Desperate men can only outrun delusion for so long. Hunter Gatherer measuredly embodies this process via the lives of two fringe characters that mistake treading water for entrepreneurial ambition. Set in a low-income black neighborhood, the film takes on a low-key tone toward issues of poverty and inequality, occasionally mixing in bits of magical realism. Director Josh Locy’s debut is not your typical American indie, even if it might initially seem to be.
When Ashley (Andre Royo) returns from a lengthy prison stint he finds an unfamiliar world that has already moved on. In the opening scene, he frantically calls old friends trying to get them to come over for his welcome home party. Each invite is vehemently rejected. Only Ashley’s mother is present, quietly setting up decorations and putting candles on a cake. It’s a sad scene to be sure.
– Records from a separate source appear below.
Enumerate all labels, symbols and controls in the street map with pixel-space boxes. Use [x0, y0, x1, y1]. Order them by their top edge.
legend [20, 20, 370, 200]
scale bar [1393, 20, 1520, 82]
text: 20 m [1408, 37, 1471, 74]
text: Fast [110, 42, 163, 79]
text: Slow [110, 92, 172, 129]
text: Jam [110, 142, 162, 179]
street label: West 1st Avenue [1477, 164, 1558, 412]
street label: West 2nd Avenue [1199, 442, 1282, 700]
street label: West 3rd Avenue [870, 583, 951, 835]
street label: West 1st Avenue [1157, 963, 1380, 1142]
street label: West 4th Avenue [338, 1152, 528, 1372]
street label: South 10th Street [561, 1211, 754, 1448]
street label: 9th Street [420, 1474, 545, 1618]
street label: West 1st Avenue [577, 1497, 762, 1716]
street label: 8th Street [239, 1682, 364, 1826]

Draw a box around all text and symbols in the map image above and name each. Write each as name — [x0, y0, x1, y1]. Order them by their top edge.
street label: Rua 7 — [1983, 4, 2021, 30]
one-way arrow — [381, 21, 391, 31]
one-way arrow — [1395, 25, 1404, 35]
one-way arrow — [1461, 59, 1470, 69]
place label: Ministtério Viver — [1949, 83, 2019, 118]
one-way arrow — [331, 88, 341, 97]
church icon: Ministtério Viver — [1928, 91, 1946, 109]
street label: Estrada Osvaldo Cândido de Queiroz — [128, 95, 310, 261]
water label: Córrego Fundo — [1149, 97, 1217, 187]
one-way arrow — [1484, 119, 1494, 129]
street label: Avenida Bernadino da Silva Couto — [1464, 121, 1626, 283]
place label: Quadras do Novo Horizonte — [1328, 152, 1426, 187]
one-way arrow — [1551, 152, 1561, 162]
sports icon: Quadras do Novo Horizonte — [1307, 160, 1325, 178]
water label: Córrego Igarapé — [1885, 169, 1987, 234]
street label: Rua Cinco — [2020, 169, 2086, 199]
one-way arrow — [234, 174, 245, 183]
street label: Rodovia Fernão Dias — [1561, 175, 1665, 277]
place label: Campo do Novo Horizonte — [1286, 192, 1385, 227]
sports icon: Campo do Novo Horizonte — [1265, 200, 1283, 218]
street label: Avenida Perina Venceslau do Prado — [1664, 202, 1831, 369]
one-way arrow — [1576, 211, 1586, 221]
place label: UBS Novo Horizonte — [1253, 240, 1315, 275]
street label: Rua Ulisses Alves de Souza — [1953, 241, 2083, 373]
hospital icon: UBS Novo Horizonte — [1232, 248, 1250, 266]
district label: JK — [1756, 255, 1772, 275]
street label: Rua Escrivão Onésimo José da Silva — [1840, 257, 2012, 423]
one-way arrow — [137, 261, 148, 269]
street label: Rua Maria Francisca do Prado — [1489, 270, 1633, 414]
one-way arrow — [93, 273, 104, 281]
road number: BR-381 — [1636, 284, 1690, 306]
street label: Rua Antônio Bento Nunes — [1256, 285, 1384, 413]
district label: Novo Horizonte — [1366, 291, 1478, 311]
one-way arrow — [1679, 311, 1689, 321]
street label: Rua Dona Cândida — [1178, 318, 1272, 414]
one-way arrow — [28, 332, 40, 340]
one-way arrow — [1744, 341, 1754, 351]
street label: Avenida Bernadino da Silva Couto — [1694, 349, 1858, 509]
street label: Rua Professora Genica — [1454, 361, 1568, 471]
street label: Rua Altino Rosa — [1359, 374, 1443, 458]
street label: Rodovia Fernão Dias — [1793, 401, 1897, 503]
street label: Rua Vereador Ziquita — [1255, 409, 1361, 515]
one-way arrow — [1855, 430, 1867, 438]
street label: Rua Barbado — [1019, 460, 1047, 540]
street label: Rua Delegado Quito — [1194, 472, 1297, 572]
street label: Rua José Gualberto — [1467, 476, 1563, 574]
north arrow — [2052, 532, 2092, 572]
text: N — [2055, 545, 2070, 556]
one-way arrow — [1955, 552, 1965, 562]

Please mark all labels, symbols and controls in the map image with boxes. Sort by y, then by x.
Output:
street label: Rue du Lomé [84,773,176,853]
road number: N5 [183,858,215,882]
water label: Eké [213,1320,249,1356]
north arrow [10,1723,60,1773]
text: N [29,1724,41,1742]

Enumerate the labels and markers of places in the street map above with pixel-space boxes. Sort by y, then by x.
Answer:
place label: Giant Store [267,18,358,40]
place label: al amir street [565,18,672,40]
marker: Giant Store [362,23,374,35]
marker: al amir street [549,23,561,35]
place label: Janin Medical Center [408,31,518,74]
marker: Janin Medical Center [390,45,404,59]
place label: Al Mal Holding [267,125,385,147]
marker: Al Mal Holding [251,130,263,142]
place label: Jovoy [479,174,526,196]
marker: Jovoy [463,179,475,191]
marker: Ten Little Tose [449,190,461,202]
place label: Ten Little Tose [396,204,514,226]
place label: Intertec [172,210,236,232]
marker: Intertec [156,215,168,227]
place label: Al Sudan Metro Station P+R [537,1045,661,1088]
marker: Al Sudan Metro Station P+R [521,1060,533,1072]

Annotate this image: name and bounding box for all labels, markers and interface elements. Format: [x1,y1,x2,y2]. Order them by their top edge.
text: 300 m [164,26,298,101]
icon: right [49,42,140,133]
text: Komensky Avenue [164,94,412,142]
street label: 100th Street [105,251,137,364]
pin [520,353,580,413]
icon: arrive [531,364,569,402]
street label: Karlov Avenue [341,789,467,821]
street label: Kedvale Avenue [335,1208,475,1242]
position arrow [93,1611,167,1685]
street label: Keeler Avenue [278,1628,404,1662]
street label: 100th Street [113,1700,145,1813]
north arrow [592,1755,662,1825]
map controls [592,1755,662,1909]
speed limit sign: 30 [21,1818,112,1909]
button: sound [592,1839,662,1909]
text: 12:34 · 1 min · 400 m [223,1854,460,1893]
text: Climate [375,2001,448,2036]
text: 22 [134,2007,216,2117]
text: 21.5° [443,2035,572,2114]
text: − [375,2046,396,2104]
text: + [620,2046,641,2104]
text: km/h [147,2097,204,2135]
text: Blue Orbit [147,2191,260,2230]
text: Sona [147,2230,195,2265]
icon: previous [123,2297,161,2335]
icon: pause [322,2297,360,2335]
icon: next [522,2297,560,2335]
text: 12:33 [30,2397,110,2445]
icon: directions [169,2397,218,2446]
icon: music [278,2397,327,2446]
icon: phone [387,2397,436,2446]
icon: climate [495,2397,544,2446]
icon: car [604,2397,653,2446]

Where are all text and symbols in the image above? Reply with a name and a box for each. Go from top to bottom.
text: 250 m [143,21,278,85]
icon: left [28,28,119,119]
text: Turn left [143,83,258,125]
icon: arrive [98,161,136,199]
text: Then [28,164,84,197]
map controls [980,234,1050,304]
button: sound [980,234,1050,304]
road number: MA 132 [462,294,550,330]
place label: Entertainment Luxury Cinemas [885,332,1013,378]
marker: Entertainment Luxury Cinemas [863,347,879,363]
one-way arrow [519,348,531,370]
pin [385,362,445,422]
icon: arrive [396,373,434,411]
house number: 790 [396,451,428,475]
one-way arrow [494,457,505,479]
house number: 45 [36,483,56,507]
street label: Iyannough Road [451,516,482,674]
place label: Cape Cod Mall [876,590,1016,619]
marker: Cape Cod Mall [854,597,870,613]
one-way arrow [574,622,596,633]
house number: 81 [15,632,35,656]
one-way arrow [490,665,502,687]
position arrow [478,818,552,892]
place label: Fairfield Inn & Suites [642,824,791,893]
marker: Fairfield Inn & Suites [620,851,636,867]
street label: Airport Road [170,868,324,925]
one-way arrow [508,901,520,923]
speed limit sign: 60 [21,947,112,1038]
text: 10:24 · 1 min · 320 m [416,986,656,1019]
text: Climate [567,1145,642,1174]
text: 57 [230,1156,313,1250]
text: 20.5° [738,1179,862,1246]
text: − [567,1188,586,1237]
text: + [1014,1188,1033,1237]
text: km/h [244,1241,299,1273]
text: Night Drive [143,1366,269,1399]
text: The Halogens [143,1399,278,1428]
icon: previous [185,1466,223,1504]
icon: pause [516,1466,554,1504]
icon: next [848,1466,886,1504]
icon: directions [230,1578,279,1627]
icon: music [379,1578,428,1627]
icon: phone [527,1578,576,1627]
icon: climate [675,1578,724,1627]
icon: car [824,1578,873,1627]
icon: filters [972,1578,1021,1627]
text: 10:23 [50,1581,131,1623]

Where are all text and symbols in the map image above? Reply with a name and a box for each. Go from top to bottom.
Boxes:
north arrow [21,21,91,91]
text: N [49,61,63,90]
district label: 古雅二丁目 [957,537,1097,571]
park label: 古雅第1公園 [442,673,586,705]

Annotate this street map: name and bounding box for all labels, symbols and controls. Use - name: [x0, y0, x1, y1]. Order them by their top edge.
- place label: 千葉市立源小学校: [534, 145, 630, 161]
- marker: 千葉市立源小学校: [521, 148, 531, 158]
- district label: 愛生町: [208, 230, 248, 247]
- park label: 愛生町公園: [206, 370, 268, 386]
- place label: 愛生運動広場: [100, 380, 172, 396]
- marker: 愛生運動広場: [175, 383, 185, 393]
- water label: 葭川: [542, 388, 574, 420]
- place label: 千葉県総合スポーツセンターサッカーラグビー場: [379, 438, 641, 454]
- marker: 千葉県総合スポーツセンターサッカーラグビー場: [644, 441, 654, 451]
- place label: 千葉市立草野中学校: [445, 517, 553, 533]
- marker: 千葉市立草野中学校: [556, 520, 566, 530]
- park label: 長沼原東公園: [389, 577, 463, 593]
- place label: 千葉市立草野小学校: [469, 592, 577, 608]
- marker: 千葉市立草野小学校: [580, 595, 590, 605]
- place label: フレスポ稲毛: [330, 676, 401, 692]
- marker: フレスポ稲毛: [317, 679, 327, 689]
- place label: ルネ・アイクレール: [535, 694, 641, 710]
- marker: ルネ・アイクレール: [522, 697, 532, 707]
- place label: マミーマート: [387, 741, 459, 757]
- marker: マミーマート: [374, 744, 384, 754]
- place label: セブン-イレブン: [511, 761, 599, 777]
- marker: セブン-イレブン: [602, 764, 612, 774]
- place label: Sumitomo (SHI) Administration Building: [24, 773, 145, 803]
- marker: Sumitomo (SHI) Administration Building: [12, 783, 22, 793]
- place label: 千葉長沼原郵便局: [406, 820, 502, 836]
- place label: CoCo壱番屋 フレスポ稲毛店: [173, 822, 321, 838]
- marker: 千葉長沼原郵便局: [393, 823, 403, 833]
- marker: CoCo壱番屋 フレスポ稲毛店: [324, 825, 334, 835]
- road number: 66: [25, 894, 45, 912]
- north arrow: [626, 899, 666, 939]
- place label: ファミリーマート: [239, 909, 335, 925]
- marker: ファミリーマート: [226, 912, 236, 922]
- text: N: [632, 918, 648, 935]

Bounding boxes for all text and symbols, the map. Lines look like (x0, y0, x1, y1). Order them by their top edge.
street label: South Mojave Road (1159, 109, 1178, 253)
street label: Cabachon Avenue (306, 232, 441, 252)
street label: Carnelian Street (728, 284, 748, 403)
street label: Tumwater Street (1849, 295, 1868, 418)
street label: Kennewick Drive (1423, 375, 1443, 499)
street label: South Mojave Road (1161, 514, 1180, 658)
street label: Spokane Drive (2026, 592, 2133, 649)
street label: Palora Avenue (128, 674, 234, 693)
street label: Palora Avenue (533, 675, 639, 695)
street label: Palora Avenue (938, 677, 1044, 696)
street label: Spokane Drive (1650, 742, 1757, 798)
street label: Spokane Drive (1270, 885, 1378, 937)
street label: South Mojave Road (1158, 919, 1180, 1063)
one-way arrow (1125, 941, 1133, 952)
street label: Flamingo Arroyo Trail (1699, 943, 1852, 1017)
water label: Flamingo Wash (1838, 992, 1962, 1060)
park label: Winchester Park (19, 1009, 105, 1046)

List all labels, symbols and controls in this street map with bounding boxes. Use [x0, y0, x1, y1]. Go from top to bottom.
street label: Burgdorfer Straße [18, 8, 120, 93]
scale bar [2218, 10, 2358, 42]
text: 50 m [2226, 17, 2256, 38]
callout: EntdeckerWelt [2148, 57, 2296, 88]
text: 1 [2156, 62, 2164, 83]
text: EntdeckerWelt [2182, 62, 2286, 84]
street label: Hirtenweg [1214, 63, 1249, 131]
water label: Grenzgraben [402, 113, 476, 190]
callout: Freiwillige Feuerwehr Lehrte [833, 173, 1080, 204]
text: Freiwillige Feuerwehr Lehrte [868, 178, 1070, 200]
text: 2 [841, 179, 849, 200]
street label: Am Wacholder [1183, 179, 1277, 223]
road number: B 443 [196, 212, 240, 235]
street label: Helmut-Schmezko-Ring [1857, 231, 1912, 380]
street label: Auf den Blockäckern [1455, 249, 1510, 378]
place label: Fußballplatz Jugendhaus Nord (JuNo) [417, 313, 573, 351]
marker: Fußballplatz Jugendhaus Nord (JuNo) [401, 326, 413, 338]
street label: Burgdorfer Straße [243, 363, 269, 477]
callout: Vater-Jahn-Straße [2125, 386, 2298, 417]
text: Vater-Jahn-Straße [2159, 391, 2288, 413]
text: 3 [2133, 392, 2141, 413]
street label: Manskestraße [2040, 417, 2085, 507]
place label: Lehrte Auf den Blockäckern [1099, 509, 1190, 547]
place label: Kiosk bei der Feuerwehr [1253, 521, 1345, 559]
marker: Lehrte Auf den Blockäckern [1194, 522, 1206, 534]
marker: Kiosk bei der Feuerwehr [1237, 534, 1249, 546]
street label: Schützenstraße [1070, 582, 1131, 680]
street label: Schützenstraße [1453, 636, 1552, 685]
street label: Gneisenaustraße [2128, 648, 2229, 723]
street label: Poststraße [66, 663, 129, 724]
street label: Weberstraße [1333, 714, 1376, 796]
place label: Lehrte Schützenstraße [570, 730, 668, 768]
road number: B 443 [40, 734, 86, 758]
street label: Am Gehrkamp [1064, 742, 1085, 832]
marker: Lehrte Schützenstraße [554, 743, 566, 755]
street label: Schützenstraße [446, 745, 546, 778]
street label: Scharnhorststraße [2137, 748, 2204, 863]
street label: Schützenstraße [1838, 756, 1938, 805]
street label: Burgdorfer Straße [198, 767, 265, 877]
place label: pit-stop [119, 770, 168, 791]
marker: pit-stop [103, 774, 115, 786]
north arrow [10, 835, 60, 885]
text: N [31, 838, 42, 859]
No one cares that Ashley has resurfaced, not even the supposed love of his life, Linda (Ashley Wilkinson), who’s now shacked up with a new man. While specifics are mostly withheld, it’s clear that Ashley has alienated everyone in his life. Maybe that’s why he jumps at the chance to befriend Jeremy (George Sample III), a fellow roamer whose pleasant demeanor hides a deep sense of anxiety.
Hunter Gatherer, which opens Friday, Jan. 13 at Digital Gym Cinema, charts these two characters as they go from one “fresh start” to the next. Both men find solace and camaraderie during their daily scavenger hunts around the community, even trying to turn a profit by circumventing local dumping policies regarding old refrigerators.
In the moment, Ashley and Jeremy inspire a momentary hope in each other. But that façade eventually wears thin, revealing frayed tatters of broken men who are hanging on by a thread. Royo and Sample III’s great performances both personify this complexity, forming a beguiling odd couple you won’t soon forget.
Burn Country: James Franco and Melissa Leo star in this thriller about an Afghani reporter who becomes embroiled in criminal activity while covering a story in a Northern California town. Opens Tuesday, Jan. 17, and screens through Thursday, Jan. 19, at Digital Gym Cinema in North Park.
Hunter Gatherer: When an ex-con (played by The Wire’s Andre Royo) returns home to find the world has moved on, his new friendship with a fellow drifter (George Sample III) momentarily inspires hope for the future. Opens Friday, Jan. 13, and screens through Thursday, Jan. 19, at Digital Gym Cinema in North Park.
Julieta: In Pedro Almodóvar’s latest melodrama, a beleaguered woman tries to reunite with her estranged daughter by writing a letter that encompasses the many stages of her life.
Live by Night: Ben Affleck’s 1930s-set vanity project steals from every classic gangster film to tell the story of an ambitious criminal who takes a job in Florida in order to get revenge on the kingpin who betrayed him.
Monster Trucks: High school senior Tripp (Lucas Till) builds a monster truck only to have it become possessed by a speed happy creature. Hilarity and havoc ensues.
Patriot’s Day: This adrenaline-fueled biopic from Peter Berg traces the events leading up to and after the Boston Marathon bombing on April 15, 2013 through the eyes of various first responders.
Sleepless: In this action thriller, Jamie Foxx plays an undercover Las Vegas detective who gets caught in a web of corruption and violence after his son is kidnapped.
The Bye Bye Man: A group of college students discover that a deadly supernatural force possesses regular people, inspiring them to commit mass killings.